ASSIGNMENT
Where does the word "linejoin" show up in the records? Copy every line that holds it.

(Saved data entries)
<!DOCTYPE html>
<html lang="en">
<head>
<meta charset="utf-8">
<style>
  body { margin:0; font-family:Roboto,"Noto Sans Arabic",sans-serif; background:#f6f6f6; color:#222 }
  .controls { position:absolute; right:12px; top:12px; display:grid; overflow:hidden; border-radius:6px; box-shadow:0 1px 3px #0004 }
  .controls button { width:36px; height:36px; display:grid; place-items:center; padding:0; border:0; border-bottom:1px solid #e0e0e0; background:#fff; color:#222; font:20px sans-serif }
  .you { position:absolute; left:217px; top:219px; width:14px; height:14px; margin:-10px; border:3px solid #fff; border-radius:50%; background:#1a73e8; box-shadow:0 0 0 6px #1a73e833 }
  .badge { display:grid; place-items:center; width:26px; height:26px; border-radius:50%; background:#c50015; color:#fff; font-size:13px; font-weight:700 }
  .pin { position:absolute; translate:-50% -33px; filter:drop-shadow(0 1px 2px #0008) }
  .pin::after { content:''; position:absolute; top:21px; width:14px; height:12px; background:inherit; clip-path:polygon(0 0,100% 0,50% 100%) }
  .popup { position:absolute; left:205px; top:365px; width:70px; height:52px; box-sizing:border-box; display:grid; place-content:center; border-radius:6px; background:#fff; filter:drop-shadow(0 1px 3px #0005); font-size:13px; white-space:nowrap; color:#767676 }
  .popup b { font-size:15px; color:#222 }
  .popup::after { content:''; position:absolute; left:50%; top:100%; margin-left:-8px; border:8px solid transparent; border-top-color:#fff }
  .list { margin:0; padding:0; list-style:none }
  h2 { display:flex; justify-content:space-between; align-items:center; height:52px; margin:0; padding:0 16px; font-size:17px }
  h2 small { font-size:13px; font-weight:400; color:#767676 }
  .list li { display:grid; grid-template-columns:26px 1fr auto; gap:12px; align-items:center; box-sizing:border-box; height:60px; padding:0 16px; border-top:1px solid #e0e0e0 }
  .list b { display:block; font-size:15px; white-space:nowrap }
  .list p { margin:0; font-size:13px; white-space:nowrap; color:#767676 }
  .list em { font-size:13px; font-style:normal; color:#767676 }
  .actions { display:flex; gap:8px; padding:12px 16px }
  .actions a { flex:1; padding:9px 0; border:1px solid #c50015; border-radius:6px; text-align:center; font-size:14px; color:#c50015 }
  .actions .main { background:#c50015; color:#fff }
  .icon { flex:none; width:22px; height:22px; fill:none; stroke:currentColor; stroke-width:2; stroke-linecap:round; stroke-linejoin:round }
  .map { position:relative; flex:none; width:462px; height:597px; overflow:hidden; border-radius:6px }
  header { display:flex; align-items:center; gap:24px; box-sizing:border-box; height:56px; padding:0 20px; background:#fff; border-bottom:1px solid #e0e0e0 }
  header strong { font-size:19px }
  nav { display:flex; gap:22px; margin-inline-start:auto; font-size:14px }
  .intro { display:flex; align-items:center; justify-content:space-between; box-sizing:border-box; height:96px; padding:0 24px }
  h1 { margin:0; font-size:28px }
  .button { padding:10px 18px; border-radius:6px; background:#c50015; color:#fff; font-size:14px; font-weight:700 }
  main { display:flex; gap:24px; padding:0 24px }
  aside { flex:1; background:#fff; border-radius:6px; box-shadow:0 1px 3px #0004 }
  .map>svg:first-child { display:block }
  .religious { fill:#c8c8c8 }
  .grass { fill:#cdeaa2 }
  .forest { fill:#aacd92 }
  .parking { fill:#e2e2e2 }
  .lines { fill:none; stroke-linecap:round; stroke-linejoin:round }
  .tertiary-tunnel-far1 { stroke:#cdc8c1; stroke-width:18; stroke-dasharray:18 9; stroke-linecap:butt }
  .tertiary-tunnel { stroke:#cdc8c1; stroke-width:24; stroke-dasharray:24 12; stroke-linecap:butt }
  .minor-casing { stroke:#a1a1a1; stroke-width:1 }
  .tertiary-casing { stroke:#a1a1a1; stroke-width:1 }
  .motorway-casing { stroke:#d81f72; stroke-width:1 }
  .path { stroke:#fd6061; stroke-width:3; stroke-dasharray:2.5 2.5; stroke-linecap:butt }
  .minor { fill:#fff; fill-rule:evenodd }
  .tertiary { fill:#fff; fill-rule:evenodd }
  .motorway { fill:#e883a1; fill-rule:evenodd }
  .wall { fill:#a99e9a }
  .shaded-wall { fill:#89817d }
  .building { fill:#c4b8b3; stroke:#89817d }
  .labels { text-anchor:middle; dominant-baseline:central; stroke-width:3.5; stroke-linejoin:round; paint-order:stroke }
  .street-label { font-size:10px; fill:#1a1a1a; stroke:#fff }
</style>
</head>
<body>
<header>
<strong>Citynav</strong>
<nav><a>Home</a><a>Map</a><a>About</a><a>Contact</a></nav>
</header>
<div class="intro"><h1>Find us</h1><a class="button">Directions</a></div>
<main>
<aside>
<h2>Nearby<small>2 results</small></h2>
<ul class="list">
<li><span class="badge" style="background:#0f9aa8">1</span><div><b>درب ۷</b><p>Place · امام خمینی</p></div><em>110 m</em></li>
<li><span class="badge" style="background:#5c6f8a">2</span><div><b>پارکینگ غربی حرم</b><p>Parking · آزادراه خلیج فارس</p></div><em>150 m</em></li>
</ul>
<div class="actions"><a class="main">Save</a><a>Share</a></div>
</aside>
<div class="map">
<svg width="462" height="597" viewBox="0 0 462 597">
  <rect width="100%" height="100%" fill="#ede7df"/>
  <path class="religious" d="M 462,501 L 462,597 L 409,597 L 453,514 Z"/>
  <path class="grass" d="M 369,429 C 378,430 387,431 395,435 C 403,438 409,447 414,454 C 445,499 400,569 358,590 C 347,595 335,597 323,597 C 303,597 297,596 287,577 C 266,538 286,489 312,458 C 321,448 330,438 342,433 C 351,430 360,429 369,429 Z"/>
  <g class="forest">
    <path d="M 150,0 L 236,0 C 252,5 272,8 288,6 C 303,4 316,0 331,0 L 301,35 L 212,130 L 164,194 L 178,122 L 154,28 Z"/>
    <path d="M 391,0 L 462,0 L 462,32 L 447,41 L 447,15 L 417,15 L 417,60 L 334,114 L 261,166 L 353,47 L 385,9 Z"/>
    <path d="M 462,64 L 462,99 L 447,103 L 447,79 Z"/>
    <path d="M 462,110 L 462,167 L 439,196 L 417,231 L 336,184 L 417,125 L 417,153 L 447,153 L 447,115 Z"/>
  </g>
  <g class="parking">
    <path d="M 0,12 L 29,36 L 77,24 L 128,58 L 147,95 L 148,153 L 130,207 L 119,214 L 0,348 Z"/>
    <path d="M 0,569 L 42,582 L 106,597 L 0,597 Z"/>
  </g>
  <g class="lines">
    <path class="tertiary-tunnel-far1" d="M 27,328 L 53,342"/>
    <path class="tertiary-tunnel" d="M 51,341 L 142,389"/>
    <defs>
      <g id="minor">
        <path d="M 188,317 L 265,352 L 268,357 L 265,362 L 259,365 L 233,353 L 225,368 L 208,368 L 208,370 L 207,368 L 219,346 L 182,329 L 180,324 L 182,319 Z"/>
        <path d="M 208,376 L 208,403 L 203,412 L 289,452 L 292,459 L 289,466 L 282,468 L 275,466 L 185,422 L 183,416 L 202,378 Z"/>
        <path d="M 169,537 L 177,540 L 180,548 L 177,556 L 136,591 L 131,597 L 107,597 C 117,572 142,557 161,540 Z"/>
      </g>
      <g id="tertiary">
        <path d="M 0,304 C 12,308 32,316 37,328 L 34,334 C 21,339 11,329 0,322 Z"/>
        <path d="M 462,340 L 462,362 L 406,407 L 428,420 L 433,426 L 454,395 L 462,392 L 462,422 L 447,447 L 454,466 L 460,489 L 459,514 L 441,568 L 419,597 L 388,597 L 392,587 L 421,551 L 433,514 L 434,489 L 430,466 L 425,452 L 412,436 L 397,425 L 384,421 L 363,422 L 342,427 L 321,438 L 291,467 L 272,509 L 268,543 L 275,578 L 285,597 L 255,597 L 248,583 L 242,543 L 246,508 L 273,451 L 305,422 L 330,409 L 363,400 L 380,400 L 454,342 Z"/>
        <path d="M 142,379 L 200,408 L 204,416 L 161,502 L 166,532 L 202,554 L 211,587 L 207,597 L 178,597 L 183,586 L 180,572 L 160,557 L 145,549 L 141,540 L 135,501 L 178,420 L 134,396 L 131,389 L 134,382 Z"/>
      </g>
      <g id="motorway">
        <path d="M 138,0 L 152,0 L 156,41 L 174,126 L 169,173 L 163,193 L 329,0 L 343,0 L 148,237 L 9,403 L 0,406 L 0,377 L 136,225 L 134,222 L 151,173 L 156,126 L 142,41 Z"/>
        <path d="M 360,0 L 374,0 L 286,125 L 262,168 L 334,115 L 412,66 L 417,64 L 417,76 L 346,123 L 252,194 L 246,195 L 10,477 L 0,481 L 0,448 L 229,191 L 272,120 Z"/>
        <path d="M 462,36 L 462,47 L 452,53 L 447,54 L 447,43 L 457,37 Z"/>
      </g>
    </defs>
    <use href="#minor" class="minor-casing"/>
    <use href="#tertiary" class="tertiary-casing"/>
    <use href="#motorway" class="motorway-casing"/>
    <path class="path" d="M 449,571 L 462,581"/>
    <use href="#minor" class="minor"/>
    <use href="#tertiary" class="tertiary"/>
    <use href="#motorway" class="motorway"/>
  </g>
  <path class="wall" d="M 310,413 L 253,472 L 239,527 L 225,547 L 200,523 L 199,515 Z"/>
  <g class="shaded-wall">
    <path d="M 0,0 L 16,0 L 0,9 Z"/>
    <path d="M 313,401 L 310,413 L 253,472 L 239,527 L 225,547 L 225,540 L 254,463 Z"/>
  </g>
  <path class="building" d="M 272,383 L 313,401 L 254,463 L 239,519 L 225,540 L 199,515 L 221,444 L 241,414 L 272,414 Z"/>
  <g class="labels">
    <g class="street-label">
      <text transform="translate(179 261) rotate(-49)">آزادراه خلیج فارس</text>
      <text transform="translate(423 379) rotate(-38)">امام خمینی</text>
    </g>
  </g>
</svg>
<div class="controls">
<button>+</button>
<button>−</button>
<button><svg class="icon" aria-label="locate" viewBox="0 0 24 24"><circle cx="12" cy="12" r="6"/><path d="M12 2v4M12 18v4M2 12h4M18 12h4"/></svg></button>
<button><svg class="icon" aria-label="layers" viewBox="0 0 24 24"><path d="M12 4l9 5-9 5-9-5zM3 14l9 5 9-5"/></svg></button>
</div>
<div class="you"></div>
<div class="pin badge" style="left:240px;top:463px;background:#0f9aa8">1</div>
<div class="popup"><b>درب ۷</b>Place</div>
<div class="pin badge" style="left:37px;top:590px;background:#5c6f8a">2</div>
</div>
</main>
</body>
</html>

EXPECTED ANSWER
  .icon { flex:none; width:22px; height:22px; fill:none; stroke:currentColor; stroke-width:2; stroke-linecap:round; stroke-linejoin:round }
  .lines { fill:none; stroke-linecap:round; stroke-linejoin:round }
  .labels { text-anchor:middle; dominant-baseline:central; stroke-width:3.5; stroke-linejoin:round; paint-order:stroke }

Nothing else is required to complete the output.